Stored items:

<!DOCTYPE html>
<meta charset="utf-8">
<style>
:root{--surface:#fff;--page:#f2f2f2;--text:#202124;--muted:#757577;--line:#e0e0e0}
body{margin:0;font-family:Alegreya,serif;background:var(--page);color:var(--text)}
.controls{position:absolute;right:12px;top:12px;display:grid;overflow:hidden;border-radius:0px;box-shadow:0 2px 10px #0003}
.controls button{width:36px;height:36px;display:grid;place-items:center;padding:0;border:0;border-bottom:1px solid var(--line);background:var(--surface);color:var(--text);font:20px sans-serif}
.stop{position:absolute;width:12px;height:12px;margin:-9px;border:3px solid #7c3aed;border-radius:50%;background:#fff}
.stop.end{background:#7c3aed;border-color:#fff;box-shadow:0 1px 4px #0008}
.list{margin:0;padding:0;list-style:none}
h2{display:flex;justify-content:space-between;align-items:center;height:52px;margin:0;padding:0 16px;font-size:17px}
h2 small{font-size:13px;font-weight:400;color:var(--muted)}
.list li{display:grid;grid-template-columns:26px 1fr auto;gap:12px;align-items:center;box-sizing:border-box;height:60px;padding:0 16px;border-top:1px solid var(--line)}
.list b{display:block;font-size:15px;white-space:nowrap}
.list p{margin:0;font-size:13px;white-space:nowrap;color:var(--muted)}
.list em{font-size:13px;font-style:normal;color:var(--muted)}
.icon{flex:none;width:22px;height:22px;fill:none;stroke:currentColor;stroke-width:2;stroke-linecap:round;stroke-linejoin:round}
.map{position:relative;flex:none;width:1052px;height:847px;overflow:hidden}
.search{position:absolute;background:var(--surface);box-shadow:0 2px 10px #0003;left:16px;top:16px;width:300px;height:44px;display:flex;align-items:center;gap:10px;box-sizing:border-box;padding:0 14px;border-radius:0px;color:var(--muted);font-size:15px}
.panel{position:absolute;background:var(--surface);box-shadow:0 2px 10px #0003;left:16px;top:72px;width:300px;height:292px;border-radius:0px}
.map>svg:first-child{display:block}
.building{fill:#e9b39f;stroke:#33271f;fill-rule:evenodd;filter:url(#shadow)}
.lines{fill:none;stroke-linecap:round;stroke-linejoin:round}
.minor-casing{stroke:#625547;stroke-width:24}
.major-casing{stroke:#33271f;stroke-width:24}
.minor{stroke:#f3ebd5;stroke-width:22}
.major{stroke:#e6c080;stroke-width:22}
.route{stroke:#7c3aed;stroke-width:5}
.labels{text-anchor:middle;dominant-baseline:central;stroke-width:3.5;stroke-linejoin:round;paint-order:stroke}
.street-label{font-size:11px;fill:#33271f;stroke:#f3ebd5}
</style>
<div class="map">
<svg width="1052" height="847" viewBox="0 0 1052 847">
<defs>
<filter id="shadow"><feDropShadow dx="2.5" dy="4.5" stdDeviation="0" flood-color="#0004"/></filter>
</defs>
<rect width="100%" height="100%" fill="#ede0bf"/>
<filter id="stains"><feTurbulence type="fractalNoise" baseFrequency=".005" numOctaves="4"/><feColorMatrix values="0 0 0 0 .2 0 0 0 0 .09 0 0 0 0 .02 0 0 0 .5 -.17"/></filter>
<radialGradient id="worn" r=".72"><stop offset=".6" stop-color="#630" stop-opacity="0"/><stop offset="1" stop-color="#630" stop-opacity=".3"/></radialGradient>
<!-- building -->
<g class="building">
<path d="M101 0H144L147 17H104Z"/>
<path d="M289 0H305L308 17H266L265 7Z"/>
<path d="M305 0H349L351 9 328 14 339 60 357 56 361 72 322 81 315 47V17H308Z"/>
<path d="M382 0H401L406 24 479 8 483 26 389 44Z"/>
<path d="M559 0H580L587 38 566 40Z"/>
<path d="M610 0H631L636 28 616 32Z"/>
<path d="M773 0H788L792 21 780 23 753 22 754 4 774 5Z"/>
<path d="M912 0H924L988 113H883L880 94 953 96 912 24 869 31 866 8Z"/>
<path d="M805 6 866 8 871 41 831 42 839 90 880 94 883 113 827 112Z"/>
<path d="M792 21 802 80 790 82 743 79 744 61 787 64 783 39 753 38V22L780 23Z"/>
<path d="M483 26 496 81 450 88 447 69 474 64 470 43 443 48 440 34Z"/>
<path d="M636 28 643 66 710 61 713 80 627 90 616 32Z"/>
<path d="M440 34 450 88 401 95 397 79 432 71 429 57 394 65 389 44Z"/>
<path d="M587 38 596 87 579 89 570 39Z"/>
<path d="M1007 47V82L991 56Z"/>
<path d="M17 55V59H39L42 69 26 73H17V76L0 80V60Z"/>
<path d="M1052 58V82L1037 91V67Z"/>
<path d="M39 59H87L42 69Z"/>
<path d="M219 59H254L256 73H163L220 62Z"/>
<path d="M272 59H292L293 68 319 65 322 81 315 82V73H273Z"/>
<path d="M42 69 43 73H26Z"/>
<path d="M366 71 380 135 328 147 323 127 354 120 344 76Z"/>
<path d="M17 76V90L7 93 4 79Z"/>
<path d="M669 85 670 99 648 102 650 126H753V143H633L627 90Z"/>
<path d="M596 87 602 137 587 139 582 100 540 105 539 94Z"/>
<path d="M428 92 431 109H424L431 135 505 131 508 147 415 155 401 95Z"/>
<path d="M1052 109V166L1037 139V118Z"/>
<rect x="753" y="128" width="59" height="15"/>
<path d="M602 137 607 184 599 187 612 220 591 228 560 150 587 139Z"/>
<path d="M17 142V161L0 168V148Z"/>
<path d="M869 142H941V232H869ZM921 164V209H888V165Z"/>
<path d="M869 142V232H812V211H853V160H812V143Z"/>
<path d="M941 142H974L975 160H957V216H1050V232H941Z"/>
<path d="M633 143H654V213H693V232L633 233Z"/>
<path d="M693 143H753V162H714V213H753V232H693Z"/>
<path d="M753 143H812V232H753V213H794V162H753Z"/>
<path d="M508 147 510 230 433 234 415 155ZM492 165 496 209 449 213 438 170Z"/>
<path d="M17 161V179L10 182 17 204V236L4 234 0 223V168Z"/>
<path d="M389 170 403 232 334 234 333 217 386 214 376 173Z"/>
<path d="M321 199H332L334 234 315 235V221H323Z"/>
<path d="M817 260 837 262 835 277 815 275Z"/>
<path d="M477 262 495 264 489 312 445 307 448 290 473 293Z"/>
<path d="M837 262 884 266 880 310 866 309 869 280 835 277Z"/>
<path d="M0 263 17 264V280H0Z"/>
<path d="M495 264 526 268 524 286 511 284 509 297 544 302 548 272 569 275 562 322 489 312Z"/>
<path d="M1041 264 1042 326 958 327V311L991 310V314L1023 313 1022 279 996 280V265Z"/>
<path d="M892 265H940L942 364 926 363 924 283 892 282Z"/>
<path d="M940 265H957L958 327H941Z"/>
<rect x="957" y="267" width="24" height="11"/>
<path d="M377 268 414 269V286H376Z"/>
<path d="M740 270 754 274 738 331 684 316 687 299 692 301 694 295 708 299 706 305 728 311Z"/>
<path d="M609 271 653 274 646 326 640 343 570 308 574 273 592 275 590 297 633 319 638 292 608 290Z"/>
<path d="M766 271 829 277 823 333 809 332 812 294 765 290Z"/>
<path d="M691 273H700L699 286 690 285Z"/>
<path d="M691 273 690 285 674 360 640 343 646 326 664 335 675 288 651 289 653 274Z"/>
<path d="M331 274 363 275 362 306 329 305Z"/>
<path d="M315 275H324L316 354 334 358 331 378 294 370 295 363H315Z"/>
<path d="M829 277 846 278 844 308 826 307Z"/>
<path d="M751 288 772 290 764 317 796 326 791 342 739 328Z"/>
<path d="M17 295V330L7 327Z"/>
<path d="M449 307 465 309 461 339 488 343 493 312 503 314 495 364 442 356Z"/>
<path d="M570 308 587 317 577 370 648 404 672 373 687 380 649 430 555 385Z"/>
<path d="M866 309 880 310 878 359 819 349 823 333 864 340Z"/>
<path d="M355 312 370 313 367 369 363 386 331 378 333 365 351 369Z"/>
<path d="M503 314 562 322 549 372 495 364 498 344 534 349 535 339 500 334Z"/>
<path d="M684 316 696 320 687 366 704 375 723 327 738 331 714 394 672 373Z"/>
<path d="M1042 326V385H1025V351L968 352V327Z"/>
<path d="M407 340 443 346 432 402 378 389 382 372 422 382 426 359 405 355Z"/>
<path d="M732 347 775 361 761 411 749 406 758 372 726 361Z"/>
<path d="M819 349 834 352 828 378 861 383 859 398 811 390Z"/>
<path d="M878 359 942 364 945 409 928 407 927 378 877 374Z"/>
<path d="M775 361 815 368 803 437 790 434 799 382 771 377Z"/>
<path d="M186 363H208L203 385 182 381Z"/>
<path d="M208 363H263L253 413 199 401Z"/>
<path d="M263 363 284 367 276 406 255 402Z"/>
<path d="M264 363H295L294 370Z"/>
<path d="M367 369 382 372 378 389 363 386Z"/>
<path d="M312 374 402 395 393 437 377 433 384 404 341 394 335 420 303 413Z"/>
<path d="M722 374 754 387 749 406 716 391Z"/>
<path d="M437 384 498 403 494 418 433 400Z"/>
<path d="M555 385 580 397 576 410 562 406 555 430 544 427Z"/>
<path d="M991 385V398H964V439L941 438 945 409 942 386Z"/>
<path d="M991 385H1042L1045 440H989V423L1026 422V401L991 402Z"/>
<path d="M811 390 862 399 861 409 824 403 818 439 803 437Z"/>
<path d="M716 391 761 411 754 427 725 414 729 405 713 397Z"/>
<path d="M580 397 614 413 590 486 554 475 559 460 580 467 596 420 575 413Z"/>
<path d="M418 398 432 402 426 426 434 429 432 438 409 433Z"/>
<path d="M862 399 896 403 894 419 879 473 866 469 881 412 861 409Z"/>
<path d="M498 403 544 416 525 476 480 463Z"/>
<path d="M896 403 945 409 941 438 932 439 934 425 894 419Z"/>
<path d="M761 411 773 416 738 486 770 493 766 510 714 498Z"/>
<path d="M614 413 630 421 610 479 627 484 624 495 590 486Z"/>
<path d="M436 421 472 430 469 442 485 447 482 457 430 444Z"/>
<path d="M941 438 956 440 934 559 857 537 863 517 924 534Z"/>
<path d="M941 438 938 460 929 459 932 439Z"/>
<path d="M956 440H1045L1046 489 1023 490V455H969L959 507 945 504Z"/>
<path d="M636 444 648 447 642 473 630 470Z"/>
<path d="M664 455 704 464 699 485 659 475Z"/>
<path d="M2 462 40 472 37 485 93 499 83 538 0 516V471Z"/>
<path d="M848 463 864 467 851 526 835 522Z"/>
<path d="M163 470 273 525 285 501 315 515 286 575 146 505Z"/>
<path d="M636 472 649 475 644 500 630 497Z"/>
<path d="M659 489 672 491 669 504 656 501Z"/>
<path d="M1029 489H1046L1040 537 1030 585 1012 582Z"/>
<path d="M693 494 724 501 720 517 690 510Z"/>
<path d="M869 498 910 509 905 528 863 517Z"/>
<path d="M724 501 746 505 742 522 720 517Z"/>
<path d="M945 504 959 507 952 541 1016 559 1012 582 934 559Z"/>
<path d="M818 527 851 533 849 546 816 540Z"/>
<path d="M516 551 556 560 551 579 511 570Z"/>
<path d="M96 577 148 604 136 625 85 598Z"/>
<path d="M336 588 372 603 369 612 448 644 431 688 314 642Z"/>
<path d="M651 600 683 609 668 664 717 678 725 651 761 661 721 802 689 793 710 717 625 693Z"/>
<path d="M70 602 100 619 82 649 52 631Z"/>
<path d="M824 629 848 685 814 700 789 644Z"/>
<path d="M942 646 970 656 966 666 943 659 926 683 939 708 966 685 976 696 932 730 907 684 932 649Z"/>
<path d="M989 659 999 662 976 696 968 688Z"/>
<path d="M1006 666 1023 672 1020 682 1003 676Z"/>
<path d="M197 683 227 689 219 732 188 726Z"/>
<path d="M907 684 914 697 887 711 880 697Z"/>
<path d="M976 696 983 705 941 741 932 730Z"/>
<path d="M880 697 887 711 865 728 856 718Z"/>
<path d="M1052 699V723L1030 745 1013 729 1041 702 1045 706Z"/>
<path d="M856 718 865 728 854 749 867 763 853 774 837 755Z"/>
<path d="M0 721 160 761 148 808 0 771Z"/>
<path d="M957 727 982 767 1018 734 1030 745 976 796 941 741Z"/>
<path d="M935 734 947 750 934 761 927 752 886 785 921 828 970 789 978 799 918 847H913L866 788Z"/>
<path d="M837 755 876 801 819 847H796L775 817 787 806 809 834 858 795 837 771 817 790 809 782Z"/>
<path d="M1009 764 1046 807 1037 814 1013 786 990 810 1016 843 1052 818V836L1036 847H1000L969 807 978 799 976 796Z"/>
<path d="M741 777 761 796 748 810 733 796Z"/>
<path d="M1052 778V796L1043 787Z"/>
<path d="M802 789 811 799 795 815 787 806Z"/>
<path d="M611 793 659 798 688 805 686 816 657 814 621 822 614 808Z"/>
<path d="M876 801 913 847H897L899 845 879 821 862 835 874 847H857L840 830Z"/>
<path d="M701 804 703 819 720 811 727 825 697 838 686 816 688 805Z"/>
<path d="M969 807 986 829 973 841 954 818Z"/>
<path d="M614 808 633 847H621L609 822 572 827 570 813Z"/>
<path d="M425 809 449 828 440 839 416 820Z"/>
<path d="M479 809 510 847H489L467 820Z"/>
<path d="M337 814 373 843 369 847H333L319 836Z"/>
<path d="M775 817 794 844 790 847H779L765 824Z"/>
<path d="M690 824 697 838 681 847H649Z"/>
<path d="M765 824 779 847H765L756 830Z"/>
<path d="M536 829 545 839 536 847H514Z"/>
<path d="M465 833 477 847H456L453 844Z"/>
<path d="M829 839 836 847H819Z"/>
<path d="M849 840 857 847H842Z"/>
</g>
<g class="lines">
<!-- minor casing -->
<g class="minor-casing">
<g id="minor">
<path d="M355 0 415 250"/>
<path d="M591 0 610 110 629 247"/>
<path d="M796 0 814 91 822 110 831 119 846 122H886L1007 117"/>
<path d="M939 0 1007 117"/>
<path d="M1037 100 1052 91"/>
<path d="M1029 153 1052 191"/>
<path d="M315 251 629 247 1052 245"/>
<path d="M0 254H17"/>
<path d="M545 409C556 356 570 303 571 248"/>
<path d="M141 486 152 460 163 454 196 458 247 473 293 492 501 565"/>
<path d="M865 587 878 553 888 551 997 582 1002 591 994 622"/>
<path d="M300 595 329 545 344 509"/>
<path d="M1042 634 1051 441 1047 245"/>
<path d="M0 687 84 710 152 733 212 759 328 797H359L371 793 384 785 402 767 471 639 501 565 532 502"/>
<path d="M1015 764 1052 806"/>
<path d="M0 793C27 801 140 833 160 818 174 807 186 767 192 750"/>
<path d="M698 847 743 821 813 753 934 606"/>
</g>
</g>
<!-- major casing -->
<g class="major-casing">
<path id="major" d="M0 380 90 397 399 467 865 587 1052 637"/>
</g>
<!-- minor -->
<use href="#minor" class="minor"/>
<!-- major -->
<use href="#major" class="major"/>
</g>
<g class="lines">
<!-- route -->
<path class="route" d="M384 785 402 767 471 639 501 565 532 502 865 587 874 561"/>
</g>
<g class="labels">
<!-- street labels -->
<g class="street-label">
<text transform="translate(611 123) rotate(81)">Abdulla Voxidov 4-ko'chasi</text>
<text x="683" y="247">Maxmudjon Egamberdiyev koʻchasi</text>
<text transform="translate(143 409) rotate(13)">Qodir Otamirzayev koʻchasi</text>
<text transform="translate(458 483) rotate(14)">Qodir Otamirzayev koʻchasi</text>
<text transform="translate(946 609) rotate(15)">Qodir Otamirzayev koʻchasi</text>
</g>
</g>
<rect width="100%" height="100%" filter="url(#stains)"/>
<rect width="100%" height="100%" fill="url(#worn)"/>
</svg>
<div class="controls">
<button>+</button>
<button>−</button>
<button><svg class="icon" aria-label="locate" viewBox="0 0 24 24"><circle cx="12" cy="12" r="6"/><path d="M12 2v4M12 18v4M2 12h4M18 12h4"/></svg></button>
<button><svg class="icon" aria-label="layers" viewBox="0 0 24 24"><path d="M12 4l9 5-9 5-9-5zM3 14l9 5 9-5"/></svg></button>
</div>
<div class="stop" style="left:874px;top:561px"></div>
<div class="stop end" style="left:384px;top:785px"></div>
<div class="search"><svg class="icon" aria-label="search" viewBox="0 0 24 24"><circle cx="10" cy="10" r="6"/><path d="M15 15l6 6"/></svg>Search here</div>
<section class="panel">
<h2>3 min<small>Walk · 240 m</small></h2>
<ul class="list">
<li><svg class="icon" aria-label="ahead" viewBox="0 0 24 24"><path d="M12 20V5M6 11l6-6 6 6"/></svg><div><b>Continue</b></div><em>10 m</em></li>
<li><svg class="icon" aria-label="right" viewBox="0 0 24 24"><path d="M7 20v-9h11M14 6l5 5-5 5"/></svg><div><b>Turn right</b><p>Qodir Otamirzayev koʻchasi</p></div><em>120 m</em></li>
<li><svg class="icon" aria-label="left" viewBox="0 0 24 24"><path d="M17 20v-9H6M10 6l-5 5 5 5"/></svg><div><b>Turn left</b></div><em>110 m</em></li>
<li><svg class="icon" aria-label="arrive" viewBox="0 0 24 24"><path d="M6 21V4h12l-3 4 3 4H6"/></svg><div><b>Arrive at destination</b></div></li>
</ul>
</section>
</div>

About this task:
Give the exact lines, and only those, from the line containing "504 959 507" through the line containing "755 876 801" in the entries above.

Answer:
<path d="M945 504 959 507 952 541 1016 559 1012 582 934 559Z"/>
<path d="M818 527 851 533 849 546 816 540Z"/>
<path d="M516 551 556 560 551 579 511 570Z"/>
<path d="M96 577 148 604 136 625 85 598Z"/>
<path d="M336 588 372 603 369 612 448 644 431 688 314 642Z"/>
<path d="M651 600 683 609 668 664 717 678 725 651 761 661 721 802 689 793 710 717 625 693Z"/>
<path d="M70 602 100 619 82 649 52 631Z"/>
<path d="M824 629 848 685 814 700 789 644Z"/>
<path d="M942 646 970 656 966 666 943 659 926 683 939 708 966 685 976 696 932 730 907 684 932 649Z"/>
<path d="M989 659 999 662 976 696 968 688Z"/>
<path d="M1006 666 1023 672 1020 682 1003 676Z"/>
<path d="M197 683 227 689 219 732 188 726Z"/>
<path d="M907 684 914 697 887 711 880 697Z"/>
<path d="M976 696 983 705 941 741 932 730Z"/>
<path d="M880 697 887 711 865 728 856 718Z"/>
<path d="M1052 699V723L1030 745 1013 729 1041 702 1045 706Z"/>
<path d="M856 718 865 728 854 749 867 763 853 774 837 755Z"/>
<path d="M0 721 160 761 148 808 0 771Z"/>
<path d="M957 727 982 767 1018 734 1030 745 976 796 941 741Z"/>
<path d="M935 734 947 750 934 761 927 752 886 785 921 828 970 789 978 799 918 847H913L866 788Z"/>
<path d="M837 755 876 801 819 847H796L775 817 787 806 809 834 858 795 837 771 817 790 809 782Z"/>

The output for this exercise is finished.